[PROVIDED RECORDS]

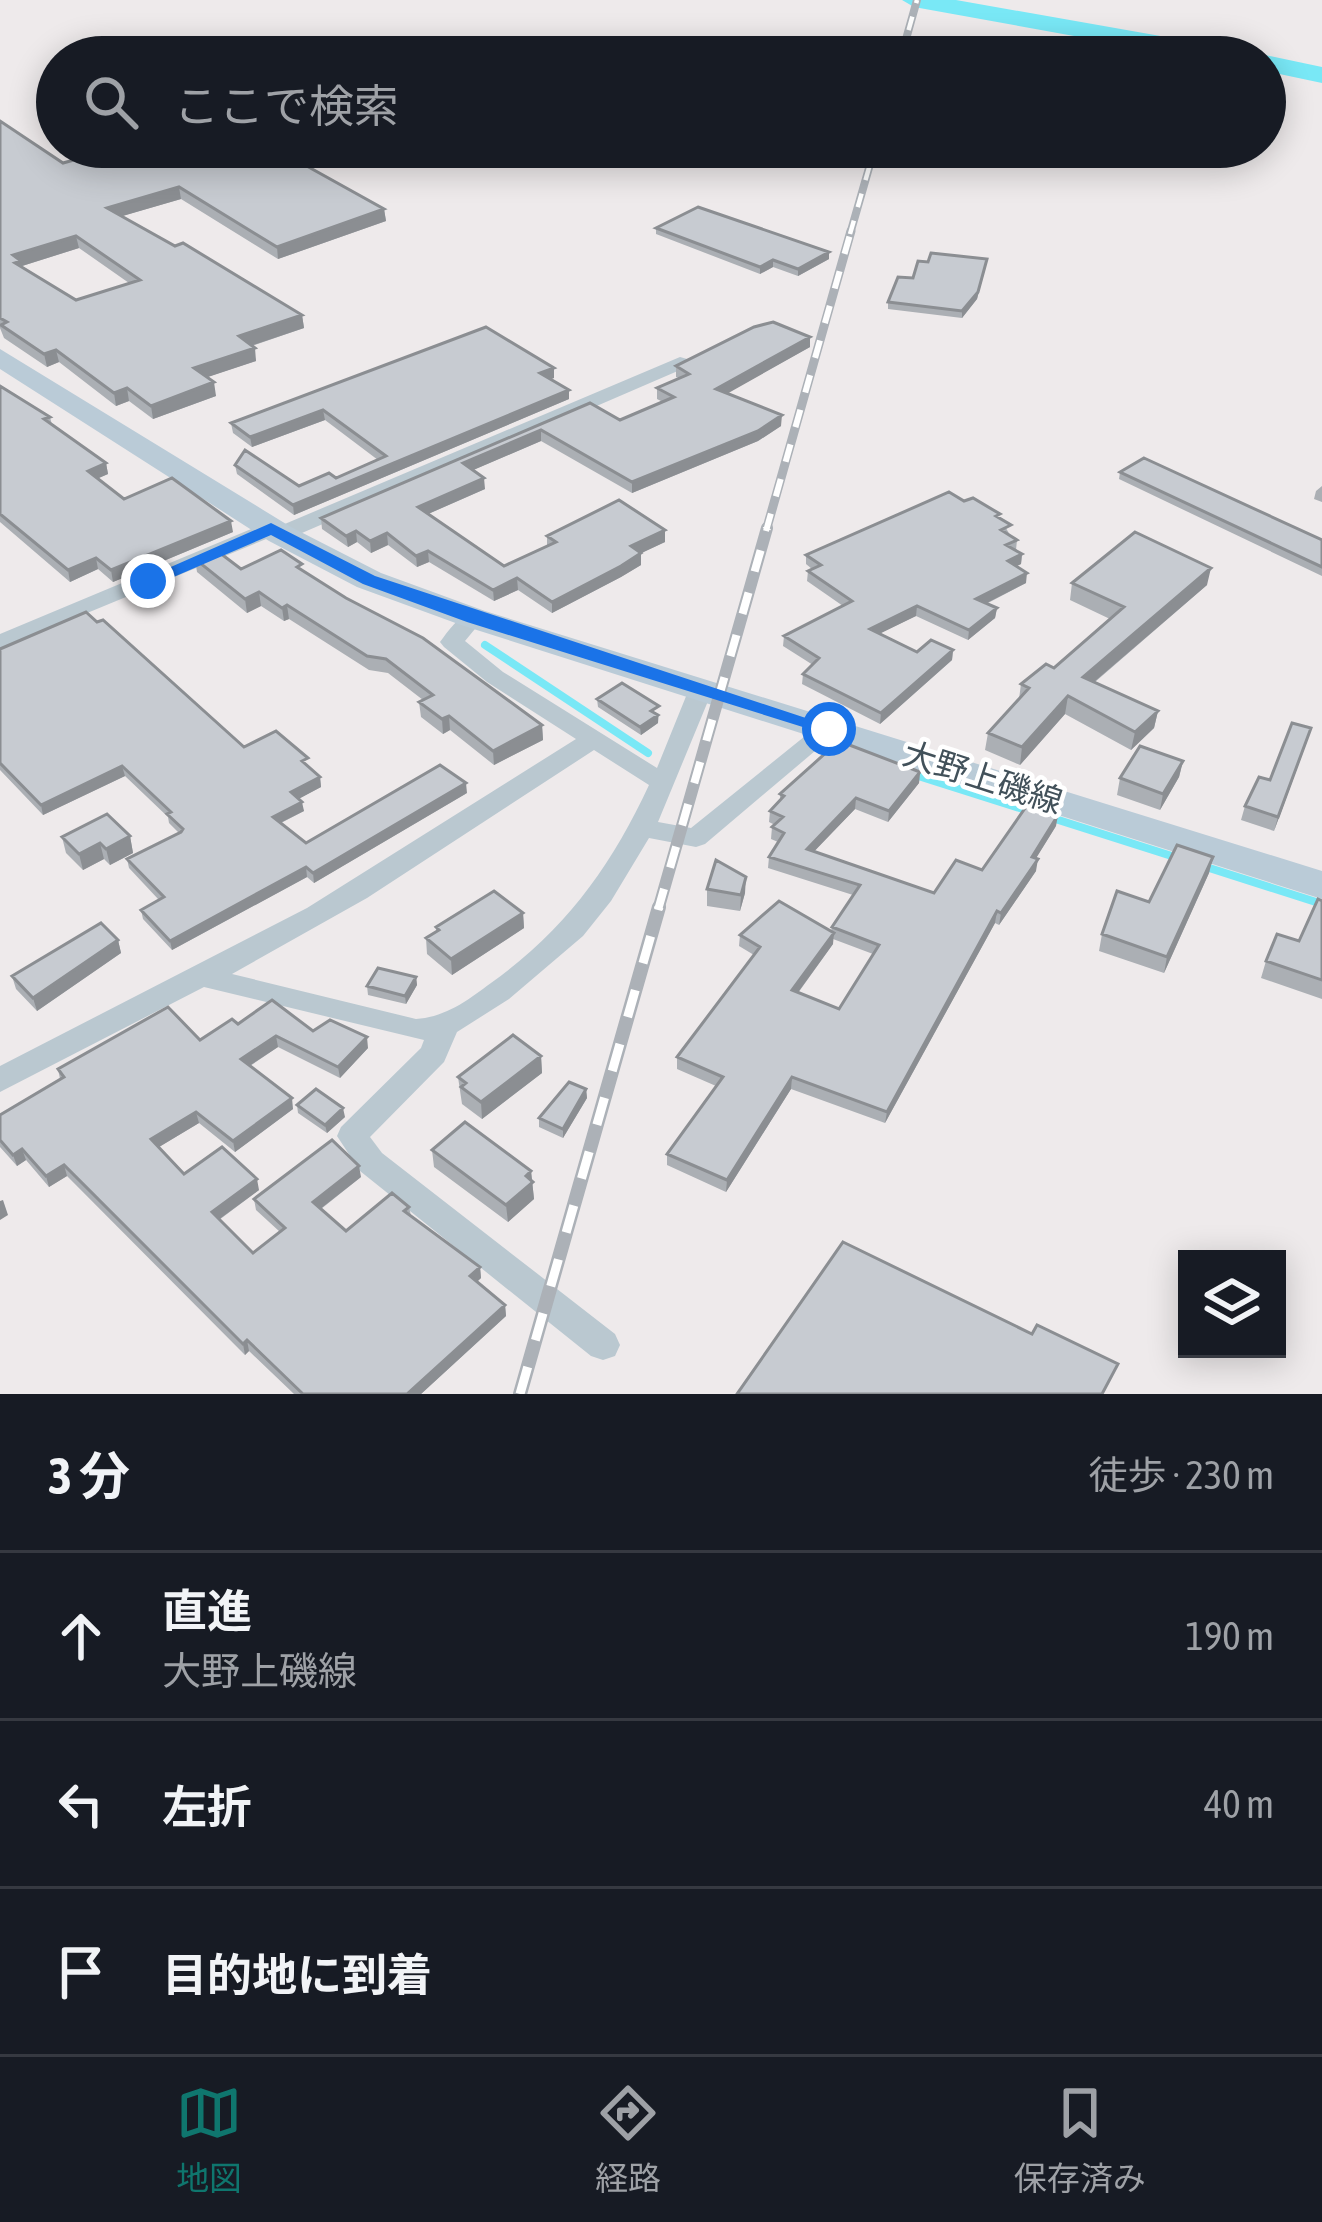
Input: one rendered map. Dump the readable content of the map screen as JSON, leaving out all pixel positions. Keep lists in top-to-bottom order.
{
  "streets": {
    "main road": ["大野上磯線"]
  },
  "page": {
    "search": "ここで検索",
    "heading": ["3 分", "徒歩 · 230 m"],
    "list": [
      ["直進", "大野上磯線", "190 m"],
      ["左折", "40 m"],
      "目的地に到着"
    ],
    "nav": ["地図", "経路", "保存済み"]
  }
}
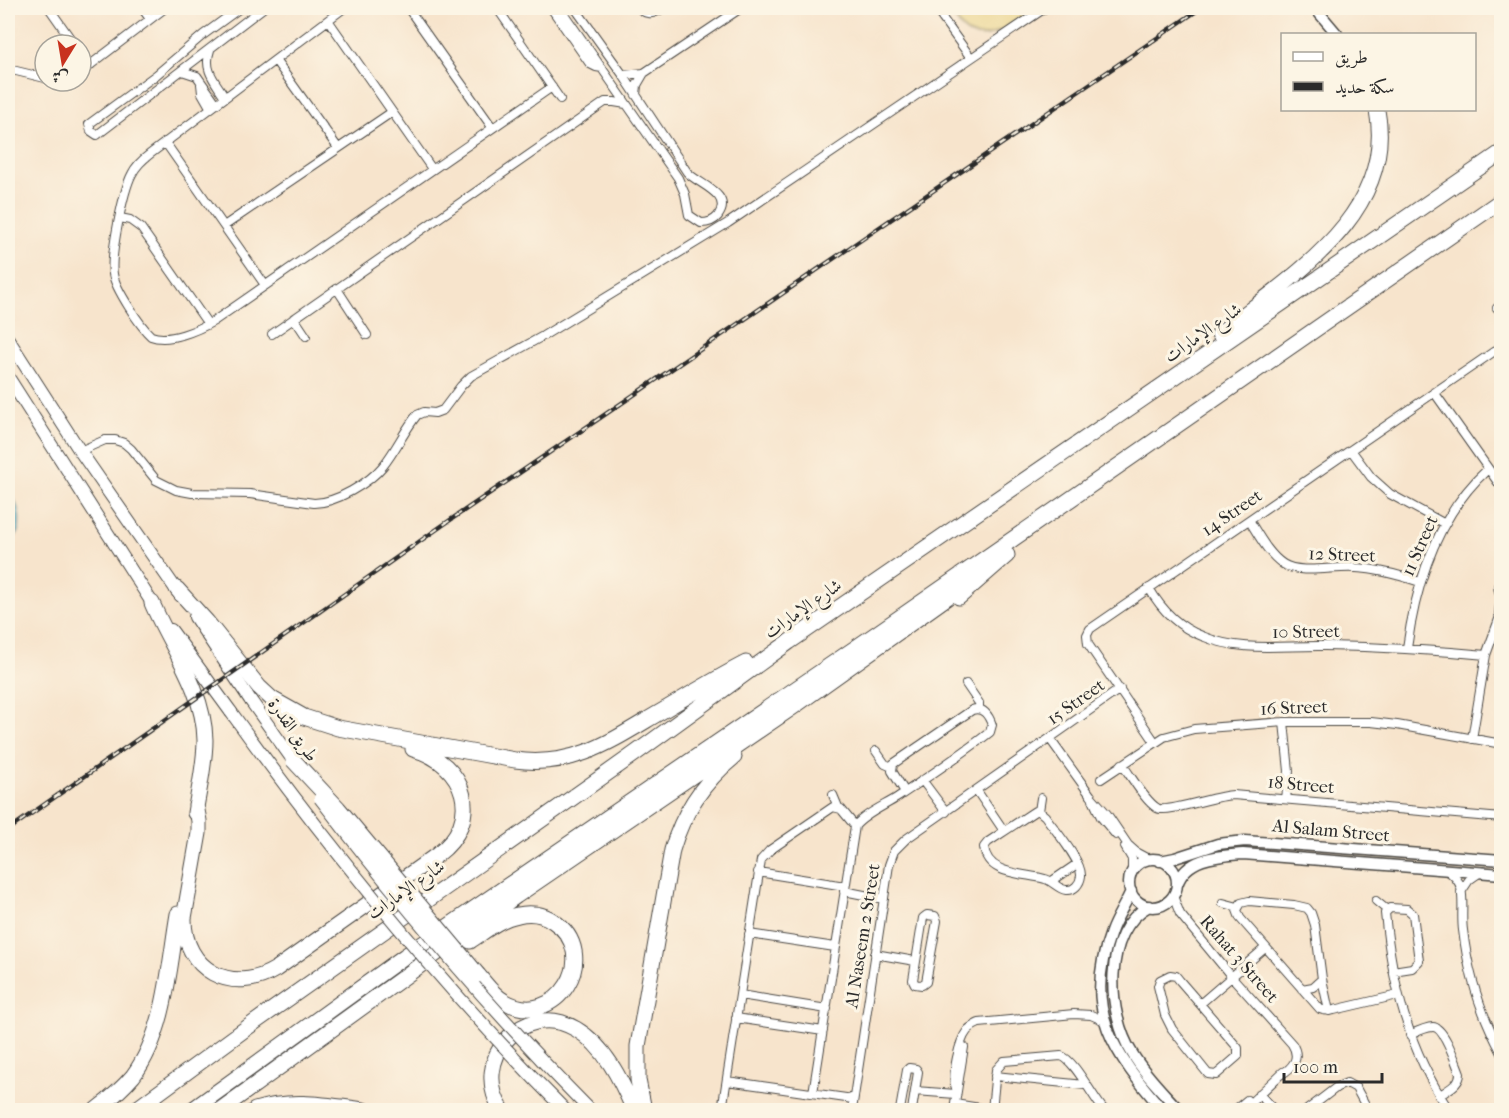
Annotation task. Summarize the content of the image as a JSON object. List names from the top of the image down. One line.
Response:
{"streets":{"highway":["شارع الإمارات"],"main road":["طريق القدرة"],"street":["14 Street","11 Street","12 Street","10 Street","15 Street","16 Street","18 Street","Al Salam Street","Al Naseem 2 Street","Rahat 3 Street"]},"crossings":[["14 Street","12 Street"],["14 Street","10 Street"],["14 Street","15 Street"],["14 Street","16 Street"],["11 Street","12 Street"],["11 Street","10 Street"],["15 Street","Al Naseem 2 Street"],["16 Street","18 Street"],["Al Salam Street","Rahat 3 Street"]],"legend":["طريق","سكة حديد"],"scale_bar":"100 m","north":"bottom"}
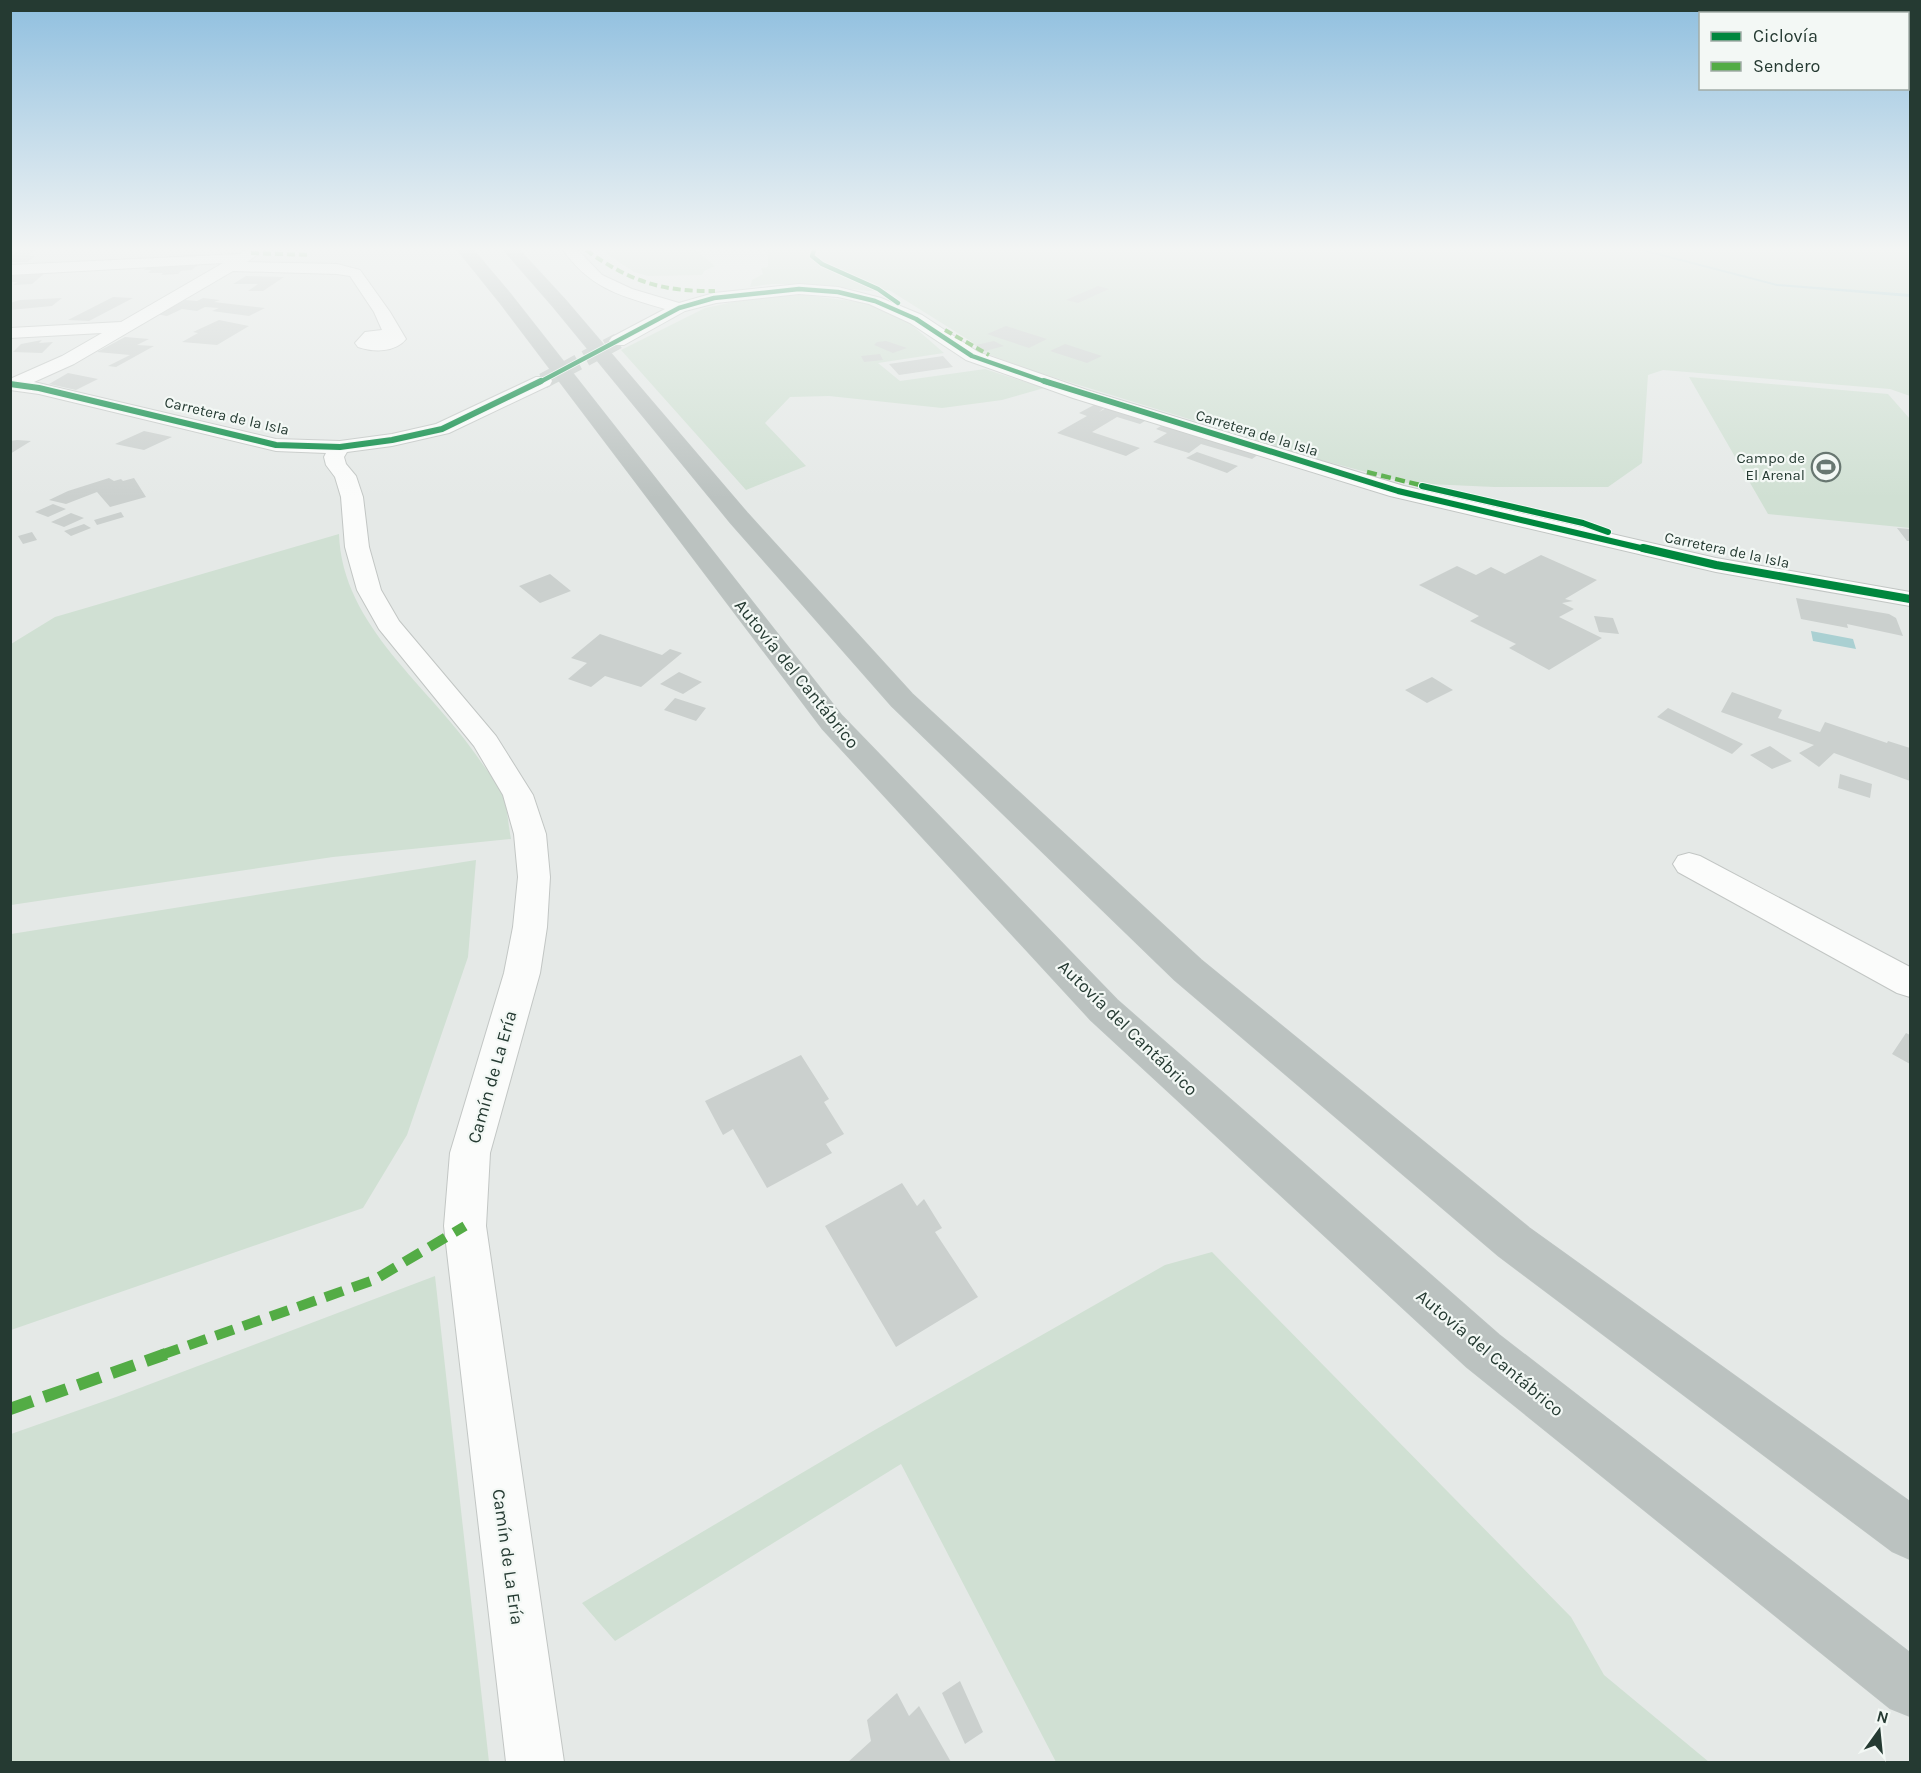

[/PROVIDED RECORDS]

__WHAT THE TASK ASKS__: Copy only this, please: the line with "Annotation task. Summarize" and every line after it through the end of the data, with no pictures.

__EXERCISE ANSWER__:
Annotation task. Summarize the content of the image as a JSON object. List names from the top of the image down. One line.
Response:
{"streets":{"highway":["شارع الإمارات"],"main road":["طريق القدرة"],"street":["14 Street","11 Street","12 Street","10 Street","15 Street","16 Street","18 Street","Al Salam Street","Al Naseem 2 Street","Rahat 3 Street"]},"crossings":[["14 Street","12 Street"],["14 Street","10 Street"],["14 Street","15 Street"],["14 Street","16 Street"],["11 Street","12 Street"],["11 Street","10 Street"],["15 Street","Al Naseem 2 Street"],["16 Street","18 Street"],["Al Salam Street","Rahat 3 Street"]],"legend":["طريق","سكة حديد"],"scale_bar":"100 m","north":"bottom"}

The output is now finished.